■ Problem statement: Your output should be each line from the material below that has the word "Θεόκλητου".

■ Provided data:
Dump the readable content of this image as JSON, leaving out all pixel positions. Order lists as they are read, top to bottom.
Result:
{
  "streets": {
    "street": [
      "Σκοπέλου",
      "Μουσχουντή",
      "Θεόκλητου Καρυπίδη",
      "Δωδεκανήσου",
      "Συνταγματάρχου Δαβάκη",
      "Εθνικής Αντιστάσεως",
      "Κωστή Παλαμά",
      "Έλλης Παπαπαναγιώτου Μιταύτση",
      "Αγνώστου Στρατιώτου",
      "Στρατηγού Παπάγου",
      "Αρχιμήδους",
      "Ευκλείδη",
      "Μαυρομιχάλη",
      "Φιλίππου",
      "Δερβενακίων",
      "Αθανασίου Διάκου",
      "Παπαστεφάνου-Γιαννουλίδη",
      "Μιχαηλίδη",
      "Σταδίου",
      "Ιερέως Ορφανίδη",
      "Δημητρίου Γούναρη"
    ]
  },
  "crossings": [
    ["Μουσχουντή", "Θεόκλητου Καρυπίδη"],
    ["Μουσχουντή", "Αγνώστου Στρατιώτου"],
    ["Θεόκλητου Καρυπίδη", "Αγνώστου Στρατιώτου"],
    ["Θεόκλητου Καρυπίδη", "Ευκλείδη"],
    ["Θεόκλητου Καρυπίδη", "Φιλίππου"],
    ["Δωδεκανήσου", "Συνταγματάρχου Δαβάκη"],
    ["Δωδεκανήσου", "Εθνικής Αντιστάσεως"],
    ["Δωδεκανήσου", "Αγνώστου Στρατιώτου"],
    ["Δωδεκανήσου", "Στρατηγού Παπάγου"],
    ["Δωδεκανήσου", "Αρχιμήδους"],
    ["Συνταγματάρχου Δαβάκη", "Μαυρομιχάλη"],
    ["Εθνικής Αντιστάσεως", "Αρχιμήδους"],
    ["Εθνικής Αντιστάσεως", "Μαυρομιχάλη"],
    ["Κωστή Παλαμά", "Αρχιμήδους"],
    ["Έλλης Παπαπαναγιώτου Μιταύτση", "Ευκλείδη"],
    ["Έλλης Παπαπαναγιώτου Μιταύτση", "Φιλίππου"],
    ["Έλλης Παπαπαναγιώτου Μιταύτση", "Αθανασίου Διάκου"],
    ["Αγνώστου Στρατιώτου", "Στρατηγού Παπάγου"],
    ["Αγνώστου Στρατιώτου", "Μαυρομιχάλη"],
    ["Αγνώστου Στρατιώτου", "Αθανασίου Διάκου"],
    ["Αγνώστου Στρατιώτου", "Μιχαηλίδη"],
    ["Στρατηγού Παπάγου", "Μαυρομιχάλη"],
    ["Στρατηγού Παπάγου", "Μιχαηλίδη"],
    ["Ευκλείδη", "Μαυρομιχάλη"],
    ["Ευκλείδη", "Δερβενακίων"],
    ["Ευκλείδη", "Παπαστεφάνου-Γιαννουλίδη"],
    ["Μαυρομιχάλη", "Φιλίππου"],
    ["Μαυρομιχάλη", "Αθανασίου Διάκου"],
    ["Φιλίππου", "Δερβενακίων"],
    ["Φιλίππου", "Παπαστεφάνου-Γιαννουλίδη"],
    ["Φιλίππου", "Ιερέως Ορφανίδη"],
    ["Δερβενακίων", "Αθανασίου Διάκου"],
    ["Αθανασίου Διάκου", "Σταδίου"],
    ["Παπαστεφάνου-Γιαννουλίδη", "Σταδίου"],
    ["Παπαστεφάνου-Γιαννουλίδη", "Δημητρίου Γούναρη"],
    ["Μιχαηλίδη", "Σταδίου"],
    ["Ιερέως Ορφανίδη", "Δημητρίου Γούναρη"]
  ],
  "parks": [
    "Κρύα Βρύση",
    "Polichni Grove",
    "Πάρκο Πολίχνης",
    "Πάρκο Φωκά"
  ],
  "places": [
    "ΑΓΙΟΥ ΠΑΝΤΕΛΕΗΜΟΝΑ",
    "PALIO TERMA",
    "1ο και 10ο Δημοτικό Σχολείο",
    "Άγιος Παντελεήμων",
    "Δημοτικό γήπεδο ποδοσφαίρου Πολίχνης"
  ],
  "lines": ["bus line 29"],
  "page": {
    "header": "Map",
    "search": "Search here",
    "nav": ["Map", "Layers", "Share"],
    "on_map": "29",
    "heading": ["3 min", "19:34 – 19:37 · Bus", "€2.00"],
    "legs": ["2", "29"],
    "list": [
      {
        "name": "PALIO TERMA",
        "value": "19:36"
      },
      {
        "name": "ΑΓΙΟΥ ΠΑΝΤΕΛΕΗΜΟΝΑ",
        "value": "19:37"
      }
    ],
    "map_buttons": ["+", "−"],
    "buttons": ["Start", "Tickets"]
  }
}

■ Exercise output:
      "Θεόκλητου Καρυπίδη",
    ["Μουσχουντή", "Θεόκλητου Καρυπίδη"],
    ["Θεόκλητου Καρυπίδη", "Αγνώστου Στρατιώτου"],
    ["Θεόκλητου Καρυπίδη", "Ευκλείδη"],
    ["Θεόκλητου Καρυπίδη", "Φιλίππου"],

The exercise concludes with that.